Subito, senza rimandi. Subito bisogna lasciare le proprie sicurezze, i propri progetti, i propri affetti… Spesso tutte queste cose riempiono talmente le nostre giornate, la nostra mente, la nostra vita, da rinchiuderla come in una rete inestricabile. Il Signore non ci chiama per mortificare la nostra vita, ma per liberarla. Il Signore vuole ampliare il nostro affetto a tante persone; vuole che piangiamo con tutti coloro che sono nell’afflizione; vuole che portiamo la nostra gioia a tutti quelli che incontriamo; vuole che i beni di questo mondo non siano privilegio di alcuni, di pochi, ma di tutti. Convertendoci alla volontà del Signore saremo felici e porteremo a tutti la «buona notizia», il suo vangelo.

                                                                                                                                    Mons. Ottavio Belfio

L’ECO DELLA PAROLA DI DIO

 (Is 49,3.5-6; 1Cor 1,1-3; Gv 1,29-34)

 

Cos’è il Tempo Ordinario dell’Anno Liturgico?

Domenica scorsa, festa del Battesimo di Gesù, dopo i secondi vesperi, terminava il Tempo liturgico del Natale e iniziava il Tempo Ordinario. Oggi, perciò, celebriamo la seconda settimana del Tempo Ordinario. Questo Tempo è caratterizzato dalla riflessione approfondita sul mistero di Cristo, cioè della sua Persona e della sua missione. Il Tempo Ordinario invita, inoltre, per riflesso, a meditare sul mistero del discepolo di Cristo: sulla sua identità e missione. Tempo Ordinario, perciò, non significa di poca importanza. Anzi, è proprio dalla riflessione su Cristo e dalla esperienza che di Lui facciamo nel Tempo Ordinario che prende il giusto spessore ogni altro Tempo dell’anno liturgico. Se infatti il Tempo Ordinario diventa straordinario per la riflessione ed esperienza del mistero di Cristo e della Storia della salvezza, allora veramente tutta la vita cristiana sarà di alto profilo perché ne siamo resi consapevoli della sua eccellenza, bellezza e santità senza confronto. Il Tempo Ordinario viene celebrato in due segmenti: il primo si colloca tra il Tempo di Natale e il Tempo di Quaresima (è quello che stiamo vivendo noi e che ha avuto inizio, come dicevo, dopo la festa del Battesimo di Gesù). Il secondo segmento si colloca tra il Tempo di Pasqua e il Tempo di Avvento.

La missione di Cristo

La liturgia della parola di questa domenica che cosa ci dice della identità e della missione di Cristo? E per riflesso che cosa ci dice della nostra identità e missione?
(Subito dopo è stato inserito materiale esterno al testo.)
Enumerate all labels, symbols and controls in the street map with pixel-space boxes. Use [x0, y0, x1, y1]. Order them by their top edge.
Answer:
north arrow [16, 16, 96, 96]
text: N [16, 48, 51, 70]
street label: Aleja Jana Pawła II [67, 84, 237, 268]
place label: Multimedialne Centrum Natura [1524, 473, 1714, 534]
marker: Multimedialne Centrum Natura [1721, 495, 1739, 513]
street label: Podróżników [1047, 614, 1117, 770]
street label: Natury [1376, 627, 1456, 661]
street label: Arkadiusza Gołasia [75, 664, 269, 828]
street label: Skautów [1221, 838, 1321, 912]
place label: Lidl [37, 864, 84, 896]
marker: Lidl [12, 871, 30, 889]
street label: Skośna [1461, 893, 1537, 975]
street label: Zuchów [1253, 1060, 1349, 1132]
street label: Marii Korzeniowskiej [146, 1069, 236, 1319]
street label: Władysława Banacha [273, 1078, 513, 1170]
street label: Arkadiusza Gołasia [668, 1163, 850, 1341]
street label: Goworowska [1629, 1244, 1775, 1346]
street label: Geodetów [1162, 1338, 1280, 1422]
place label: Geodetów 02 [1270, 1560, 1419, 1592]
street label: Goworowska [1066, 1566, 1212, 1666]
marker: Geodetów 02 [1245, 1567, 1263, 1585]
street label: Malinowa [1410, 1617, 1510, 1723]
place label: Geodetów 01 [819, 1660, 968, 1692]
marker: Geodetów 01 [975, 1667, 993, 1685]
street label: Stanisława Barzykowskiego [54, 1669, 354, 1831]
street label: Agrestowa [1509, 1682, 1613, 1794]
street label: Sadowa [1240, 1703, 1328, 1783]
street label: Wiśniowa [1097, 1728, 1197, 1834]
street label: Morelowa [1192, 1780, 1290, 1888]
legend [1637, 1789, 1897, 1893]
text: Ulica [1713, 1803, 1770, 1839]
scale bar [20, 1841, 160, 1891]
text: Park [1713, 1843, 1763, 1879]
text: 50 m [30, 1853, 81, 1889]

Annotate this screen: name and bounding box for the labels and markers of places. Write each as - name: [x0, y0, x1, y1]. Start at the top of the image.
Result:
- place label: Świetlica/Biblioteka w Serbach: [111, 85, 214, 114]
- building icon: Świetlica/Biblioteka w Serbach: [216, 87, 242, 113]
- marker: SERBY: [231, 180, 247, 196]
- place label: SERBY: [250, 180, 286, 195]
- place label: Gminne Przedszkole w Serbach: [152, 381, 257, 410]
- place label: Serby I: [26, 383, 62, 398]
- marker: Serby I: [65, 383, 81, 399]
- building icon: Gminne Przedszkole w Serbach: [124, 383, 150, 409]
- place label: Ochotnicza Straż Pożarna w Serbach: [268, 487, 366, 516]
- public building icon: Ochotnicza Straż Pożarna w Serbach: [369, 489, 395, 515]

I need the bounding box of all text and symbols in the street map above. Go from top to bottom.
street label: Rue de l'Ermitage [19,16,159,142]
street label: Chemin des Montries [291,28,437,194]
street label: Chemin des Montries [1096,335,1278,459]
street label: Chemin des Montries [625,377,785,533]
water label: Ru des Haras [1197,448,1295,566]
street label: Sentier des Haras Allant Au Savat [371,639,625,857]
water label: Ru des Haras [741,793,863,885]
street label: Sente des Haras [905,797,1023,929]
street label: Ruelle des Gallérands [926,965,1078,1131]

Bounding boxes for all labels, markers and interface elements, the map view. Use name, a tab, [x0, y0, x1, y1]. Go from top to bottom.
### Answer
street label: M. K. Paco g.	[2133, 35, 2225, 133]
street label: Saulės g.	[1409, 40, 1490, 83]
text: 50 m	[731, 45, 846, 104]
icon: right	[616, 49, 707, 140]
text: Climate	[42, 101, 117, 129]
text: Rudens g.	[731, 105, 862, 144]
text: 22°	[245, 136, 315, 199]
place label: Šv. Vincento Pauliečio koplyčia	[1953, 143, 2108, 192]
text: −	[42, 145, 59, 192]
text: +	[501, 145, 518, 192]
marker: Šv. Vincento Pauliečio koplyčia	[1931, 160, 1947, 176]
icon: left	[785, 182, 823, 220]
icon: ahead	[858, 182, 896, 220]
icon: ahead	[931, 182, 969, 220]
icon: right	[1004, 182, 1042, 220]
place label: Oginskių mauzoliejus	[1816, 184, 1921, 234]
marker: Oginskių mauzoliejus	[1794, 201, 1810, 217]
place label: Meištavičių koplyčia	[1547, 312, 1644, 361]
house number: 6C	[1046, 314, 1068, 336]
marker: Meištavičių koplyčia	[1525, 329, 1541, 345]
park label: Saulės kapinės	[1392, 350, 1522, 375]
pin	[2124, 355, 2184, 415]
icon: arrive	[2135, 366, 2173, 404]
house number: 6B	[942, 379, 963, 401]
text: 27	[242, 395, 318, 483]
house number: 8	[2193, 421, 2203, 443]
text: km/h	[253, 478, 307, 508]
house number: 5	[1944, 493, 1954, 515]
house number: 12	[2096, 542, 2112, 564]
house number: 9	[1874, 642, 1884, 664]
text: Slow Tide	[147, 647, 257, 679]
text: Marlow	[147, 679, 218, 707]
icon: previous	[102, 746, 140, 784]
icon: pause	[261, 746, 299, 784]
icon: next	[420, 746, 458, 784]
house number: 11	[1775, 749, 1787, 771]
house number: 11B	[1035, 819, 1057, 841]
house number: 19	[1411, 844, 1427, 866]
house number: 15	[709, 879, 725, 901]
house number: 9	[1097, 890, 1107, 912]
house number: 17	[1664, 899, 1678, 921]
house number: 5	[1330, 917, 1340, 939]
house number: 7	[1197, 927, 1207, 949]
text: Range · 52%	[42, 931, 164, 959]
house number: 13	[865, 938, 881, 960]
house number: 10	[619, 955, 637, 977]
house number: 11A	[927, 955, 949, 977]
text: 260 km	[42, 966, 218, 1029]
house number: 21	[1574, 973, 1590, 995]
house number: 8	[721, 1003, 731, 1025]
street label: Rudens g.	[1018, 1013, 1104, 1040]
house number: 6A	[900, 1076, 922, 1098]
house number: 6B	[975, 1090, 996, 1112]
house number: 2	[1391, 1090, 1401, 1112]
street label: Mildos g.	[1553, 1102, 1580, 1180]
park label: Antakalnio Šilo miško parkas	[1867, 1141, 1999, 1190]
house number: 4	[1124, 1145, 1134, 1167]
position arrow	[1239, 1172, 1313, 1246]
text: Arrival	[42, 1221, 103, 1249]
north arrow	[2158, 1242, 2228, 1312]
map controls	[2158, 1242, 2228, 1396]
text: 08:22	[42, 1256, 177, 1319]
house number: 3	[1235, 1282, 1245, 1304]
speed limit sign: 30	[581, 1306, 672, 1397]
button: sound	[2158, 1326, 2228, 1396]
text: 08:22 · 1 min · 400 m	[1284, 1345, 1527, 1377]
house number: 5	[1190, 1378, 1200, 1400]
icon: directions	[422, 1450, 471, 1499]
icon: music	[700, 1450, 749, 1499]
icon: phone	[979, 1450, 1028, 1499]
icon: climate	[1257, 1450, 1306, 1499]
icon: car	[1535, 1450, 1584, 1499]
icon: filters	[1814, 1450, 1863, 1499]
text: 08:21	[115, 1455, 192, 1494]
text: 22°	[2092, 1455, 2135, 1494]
La prima lettura ci parla del «Servo di Jahvè». Chi è? Nella Bibbia sono chiamati «servi di Dio»: il popolo d’Israele nel suo complesso; i Patriarchi; i Profeti; altri illustri personaggi come Mosè e Davide; e talvolta anche dei singoli credenti. C’è, però, nella Bibbia la figura di un «servo di Dio» del tutto particolare ed eccezionale: il Messia. Di lui si dice nella prima lettura odierna: «E’ troppo poco che tu sia mio servo per restaurare le tribù di Giacobbe e ricondurre i superstiti di Israele. Io ti renderò luce delle nazioni perché porti la mia salvezza fino all’estremità della terra». Mentre tutti gli altri «servi di Dio» avevano il compito di realizzare il piano di Dio (volontà) nell’ambito del popolo ebreo, il Messia ha la missione, attraverso i suoi discepoli, di realizzare il piano di Dio nei confronti di tutta l’umanità. Qual è il piano di Dio per l’umanità? La sua salvezza. Il servo di Jahvè, il Messia, attraverso la sua totale disponibilità, è chiamato ad essere: «luce delle nazioni» e a portare la salvezza di Dio «fino all’estremità della terra». Nel vangelo odierno, S. Giovanni Battista chiama Gesù: Agnello di Dio. I due termini «servo» e «agnello» sottolineano due tratti fondamentali del Messia: egli è obbediente, come un servo, al Padre; egli si dona in sacrificio, fino all’ultima goccia di sangue, come un agnello immolato. Ecco perché e come il Messia, Gesù di Nazaret, salva l’intera umanità.

Ma non è tutto

Il Battista, sempre nel brano odierno, fa una stupenda sintesi di tutta la cristologia. Annuncia quattro verità – rivelazione sulla identità di Gesù. La prima verità: egli, Gesù, dice Giovanni, «era prima di me». È un cenno all’origine eterna di Gesù. Gesù è dall’eternità. È eterno come Dio e in quanto Dio.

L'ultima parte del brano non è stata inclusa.